At the recently concluded Asia Student Cluster Challenge, Tsinghua University of China posted a competition record 7.579 Tflop/s, narrowly edging out home team Shangai Jiao Tong University’s 7.430 mark. Taiwan’s National Tsing Hua University (NTHU) took third place with 6.519 Tflop/s. NTHU also finished second for the Overall Award, winning the Silver Prize and a cool 50k RMB ($8,000).
This new record more than doubles the 3.014 TF LINPACK record set by China’s National University of Defense Technology (NUDT) at SC12 last November. It’s a much larger performance delta than we’ve seen before and quite a bit higher than what you’d expect to see from hardware that’s only six months newer.
We don’t have the hardware configurations for each team as we usually do, but we know that the Tsinghua config utilized GPUs (I’d assume Keplers, given the performance), and the team certainly knew how to use them. Inspur, a major sponsor of the event, offered Xeon E5-2650 dual-socket nodes to competitors for use in the tourney. They also made available Intel Phi co-processors, Mellanox ConnectX-3 HCA cards, and Infiniband and/or GbE switches.
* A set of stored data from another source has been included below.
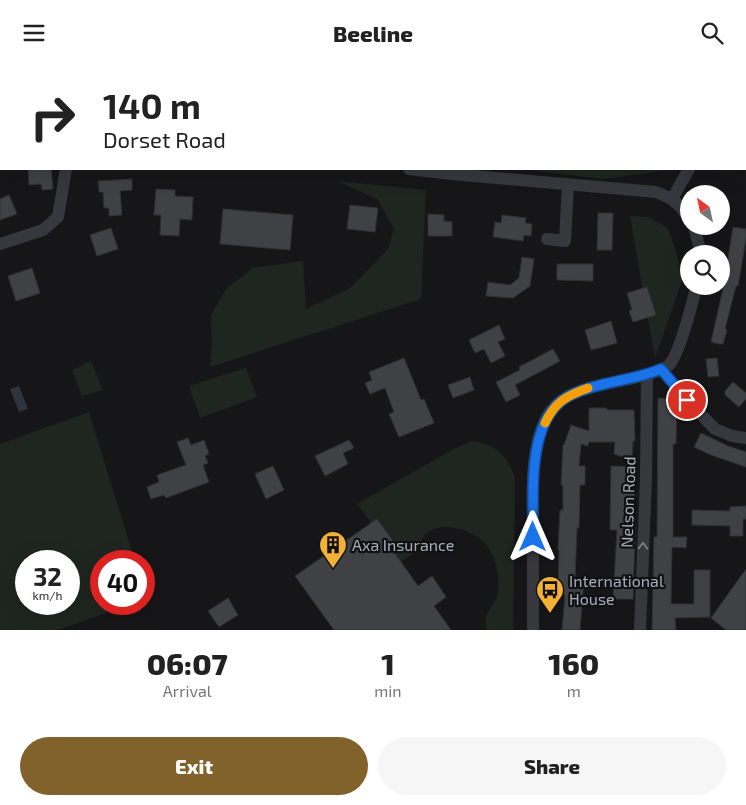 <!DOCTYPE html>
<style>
body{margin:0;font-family:"Exo 2",sans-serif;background:#f6f6f6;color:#222;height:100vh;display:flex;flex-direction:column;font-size:19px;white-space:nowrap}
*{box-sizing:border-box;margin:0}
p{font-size:16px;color:#767676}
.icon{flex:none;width:28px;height:28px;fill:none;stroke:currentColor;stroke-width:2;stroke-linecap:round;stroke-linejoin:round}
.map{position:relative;height:565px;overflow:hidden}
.side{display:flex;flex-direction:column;background:#fff;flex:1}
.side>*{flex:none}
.top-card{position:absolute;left:0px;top:0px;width:746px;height:105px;box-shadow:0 5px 20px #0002;background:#fff;color:#222;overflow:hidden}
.needle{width:32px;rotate:327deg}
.tools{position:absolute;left:680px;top:120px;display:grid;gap:10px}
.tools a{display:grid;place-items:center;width:50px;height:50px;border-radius:50%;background:#fff;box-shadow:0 5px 20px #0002;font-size:25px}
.speed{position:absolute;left:15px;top:485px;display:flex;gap:10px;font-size:25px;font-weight:700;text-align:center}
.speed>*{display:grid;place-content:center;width:65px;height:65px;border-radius:50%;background:#fff;box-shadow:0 5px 20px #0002;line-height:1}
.speed small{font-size:12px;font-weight:400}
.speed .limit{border:8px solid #d22;background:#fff;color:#111}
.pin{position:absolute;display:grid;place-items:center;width:42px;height:42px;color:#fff;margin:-21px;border:2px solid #fff;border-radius:50%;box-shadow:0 1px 5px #0007}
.me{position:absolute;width:55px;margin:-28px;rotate:0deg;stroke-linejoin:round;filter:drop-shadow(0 0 4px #0008)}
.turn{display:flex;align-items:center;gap:18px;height:105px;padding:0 20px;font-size:22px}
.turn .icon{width:65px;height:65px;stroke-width:2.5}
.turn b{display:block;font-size:35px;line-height:42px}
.eta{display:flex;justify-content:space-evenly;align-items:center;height:85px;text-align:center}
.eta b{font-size:30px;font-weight:800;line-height:35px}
.button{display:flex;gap:10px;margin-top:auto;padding:10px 20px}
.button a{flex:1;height:58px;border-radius:30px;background:#80622a;color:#fff;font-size:20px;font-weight:800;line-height:58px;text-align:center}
.button a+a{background:#f6f6f6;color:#222}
header{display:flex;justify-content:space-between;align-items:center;height:65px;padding:0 20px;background:#fff;font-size:22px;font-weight:800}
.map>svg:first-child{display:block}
.green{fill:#1e261f;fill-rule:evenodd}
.water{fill:#2c353c}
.building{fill:#404145;stroke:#303034}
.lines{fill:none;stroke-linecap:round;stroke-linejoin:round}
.minor{stroke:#37383d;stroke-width:12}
.oneway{stroke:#757881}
.route-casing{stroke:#114b97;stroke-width:12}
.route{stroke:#1a73e8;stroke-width:9}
.slow{stroke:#f59e0b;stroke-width:9}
.labels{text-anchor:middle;stroke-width:4.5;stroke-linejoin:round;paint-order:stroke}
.street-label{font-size:16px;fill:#a8adb8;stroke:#111113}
.poi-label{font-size:16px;fill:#a8adb8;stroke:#111113;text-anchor:start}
</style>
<header><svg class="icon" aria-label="menu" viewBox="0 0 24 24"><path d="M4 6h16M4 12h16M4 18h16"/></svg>Beeline<svg class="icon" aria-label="search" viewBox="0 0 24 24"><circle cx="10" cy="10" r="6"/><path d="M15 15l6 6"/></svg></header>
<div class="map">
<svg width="746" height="565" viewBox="0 0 746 565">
<rect width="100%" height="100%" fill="#161618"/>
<g class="green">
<path d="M 3,0 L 712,0 L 3,1 Z"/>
<path d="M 524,104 L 664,104 L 662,106 L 603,114 Z"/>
<path d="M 337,116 L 426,125 L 421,234 L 210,302 L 212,280 L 211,250 L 226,224 L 253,203 L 303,196 L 306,244 L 350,223 L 388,184 L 394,164 L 377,134 Z"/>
<path d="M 630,151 L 648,152 L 668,163 L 676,186 L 682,216 L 655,293 Z"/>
<path d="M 91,296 L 103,325 L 82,331 L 72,305 Z"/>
<path d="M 246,303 L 257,332 L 200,353 L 189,321 Z"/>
<path d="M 89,347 L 135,496 L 101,496 L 101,539 L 131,539 L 58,565 L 0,565 L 0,379 ZM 26,496 L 69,496 L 69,539 L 26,539 Z"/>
<path d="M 472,376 C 498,381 504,387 515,412 L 513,565 L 487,565 C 481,546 497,541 498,526 C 501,495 487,468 455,463 C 446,461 438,462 429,466 C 423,469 421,479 416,485 C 412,490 406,493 401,497 L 357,439 L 452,385 Z"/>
</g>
<path class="water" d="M 19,321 L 28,344 L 19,347 L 10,324 Z"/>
<g class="building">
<path d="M 51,104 L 53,124 L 42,125 L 41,119 L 29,120 L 28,105 Z"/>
<path d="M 132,114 L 132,125 L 120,126 L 122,150 L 109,151 L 109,143 L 104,143 L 103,127 L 99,127 L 98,116 Z"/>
<path d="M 156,124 L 175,125 L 175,131 L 193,132 L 192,155 L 180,154 L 179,171 L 160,170 L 161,150 L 154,150 Z"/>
<path d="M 9,130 L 17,149 L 0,155 L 0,134 Z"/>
<path d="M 350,140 L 378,143 L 375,167 L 347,164 Z"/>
<path d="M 223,144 L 293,150 L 290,185 L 220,179 Z"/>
<path d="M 598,148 L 613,148 L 612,185 L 597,185 Z"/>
<path d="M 428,149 L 444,150 L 444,156 L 452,157 L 452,171 L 428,171 Z"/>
<path d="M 502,150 L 526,153 L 525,158 L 532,159 L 531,171 L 524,170 L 523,176 L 493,172 L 495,157 L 501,158 Z"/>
<path d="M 733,162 L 746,164 L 746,174 L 738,221 L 736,221 L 725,264 L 727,265 L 723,279 L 719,279 L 711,277 L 724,219 Z"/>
<path d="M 111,163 L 118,184 L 97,191 L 90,170 Z"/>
<path d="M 522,192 L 534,194 L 530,221 L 513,233 L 486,231 L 488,217 L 510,220 L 519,213 Z"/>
<path d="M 557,199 L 593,199 L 593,216 L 557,215 Z"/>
<path d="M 32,203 L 40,228 L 16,236 L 8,211 Z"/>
<path d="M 647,222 L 656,250 L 633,257 L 629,246 L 632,245 L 627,228 Z"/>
<path d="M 611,256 L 617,278 L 591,285 L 585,265 Z"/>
<path d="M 499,260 L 505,274 L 498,277 L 505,291 L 491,298 L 484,284 L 475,288 L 469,275 Z"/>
<path d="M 553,284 L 560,296 L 515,320 L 520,330 L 506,337 L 496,317 L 520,305 L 519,302 Z"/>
<path d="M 404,293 L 421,335 L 424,334 L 434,358 L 399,372 L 389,349 L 394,347 L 385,323 L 370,329 L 365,318 L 372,315 L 369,307 Z"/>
<path d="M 717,293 L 719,311 L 708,312 L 706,294 Z"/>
<path d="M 470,312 L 474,325 L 453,333 L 448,320 Z"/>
<path d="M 733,317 L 746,328 L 746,334 L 739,342 L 725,330 L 725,326 Z"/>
<path d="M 658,333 L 675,334 L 677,336 L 676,379 L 673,379 L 673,472 L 687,472 L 686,483 L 672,482 L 671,539 L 694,539 L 694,505 L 710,505 L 710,552 L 675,553 L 676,565 L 652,565 L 654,472 L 657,472 Z"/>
<path d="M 589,343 L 607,343 L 607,345 L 634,345 L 635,376 L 633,376 L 632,395 L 614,389 L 615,377 L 589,377 L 588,381 L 581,379 L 579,401 L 585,401 L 585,420 L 580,420 L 579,463 L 577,463 L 575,513 L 584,513 L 580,565 L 562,565 L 565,530 L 558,529 L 559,485 L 558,485 L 560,445 L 563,445 L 563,420 L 561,420 L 563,380 L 564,380 L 571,360 L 589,366 Z"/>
<path d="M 701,368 L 728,381 L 746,387 L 746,402 L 711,390 L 694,382 Z"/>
<path d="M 188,373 L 191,380 L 204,375 L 209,389 L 205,391 L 208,398 L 203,400 L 209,417 L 166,433 L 164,430 L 151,434 L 147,422 L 159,417 L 157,410 L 186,400 L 177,377 Z"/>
<path d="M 349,375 L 354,383 L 343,388 L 348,399 L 325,411 L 315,391 Z"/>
<path d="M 273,401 L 284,425 L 266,434 L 255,409 Z"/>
<path d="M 611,401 L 634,402 L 635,467 L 633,534 L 613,534 L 617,465 L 610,465 Z"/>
<path d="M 746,441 L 746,454 L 743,454 L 743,471 L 730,471 L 730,461 L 692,460 L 692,445 L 730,446 L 730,442 Z"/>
<path d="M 377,454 L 396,480 L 391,483 L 418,521 L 432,511 L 446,532 L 434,541 L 451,565 L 334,565 L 295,511 Z"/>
<path d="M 746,504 L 746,565 L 726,565 L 711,553 Z"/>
<path d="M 228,533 L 238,550 L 219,562 L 208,546 Z"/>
</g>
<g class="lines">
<g class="minor">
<path d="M 715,1 L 715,0"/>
<path d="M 745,50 L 746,50"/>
<path d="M 0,66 L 1,66"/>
<path d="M 409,104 L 451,109 L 656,127 C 673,134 678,137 689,153"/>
<path d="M 672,134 L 689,104"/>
<path d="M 694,161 L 701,189"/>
<path d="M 547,174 L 565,176 L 568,120"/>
<path d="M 0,179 L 43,165 L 58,152 L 66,104"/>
<path d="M 661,304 L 687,335 L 715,364 L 732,371 L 746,373"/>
<path d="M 533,565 C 533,534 533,504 533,473 C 533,435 528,380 550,347 C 572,316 623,320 655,307 C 659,305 665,303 669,300 C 679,290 693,237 696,221"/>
<path d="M 640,565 L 646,414 L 647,310"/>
</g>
</g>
<defs><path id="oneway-chevron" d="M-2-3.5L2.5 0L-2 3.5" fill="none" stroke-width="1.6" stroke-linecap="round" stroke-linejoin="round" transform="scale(1.25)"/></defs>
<use class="oneway" href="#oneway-chevron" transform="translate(643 481) rotate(-88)"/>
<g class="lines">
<defs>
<path id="route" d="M 533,472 C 534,430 525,349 573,329 C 601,316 633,316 661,304 L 687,335"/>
</defs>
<use href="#route" class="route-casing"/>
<use href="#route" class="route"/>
<path class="slow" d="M 545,358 C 555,337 566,331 588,323"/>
</g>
<defs>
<symbol id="building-pin" viewBox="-11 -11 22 30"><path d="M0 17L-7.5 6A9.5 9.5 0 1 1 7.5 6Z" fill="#f2b134" stroke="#111113"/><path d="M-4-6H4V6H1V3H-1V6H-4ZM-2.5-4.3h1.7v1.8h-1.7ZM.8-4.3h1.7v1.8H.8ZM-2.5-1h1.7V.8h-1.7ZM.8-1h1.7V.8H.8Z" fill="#111"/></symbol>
<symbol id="bus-pin" viewBox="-11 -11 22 30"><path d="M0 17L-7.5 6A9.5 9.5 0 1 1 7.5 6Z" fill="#f2b134" stroke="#111113"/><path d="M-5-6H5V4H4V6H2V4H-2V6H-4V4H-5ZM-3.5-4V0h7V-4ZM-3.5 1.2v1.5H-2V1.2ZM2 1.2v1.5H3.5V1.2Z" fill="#111"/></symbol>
</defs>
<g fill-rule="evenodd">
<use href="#building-pin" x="317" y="464" width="32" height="43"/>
<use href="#bus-pin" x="534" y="509" width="32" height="43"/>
</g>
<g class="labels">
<g class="street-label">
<text transform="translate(628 437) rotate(-88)" y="6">Nelson Road</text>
</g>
<g class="poi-label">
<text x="352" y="486">Axa Insurance</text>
<text x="569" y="522">International<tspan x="569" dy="18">House</tspan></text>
</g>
</g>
</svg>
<div class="tools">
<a><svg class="needle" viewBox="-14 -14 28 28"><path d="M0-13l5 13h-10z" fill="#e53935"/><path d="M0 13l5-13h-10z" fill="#767676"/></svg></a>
<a><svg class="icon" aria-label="search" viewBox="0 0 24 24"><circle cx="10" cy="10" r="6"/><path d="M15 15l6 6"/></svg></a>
</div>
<div class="speed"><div>32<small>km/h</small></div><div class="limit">40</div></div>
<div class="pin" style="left:687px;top:335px;background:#d93025"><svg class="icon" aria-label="arrive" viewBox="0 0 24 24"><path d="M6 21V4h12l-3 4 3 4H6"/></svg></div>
<svg class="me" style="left:533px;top:472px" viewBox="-20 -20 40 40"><path d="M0-17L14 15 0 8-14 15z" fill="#1a73e8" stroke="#fff" stroke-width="4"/></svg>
<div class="top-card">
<div class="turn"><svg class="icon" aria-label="right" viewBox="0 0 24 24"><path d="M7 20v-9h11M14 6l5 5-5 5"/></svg><div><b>140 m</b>Dorset Road</div></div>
</div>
</div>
<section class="side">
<div class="eta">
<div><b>06:07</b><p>Arrival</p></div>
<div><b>1</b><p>min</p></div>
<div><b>160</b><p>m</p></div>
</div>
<div class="button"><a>Exit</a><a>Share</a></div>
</section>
Teams could use the Inspur-provided hardware or bring their own components – or entire systems. Tsinghua added GPUs to their system and, knowing the teams, I would bet that NTHU and NUDT did as well. But the big leap forward in LINPACK can’t be explained by faster hardware alone. Team Tsinghua must have heavily optimized the LINPACK routines in order to get such a big performance bump.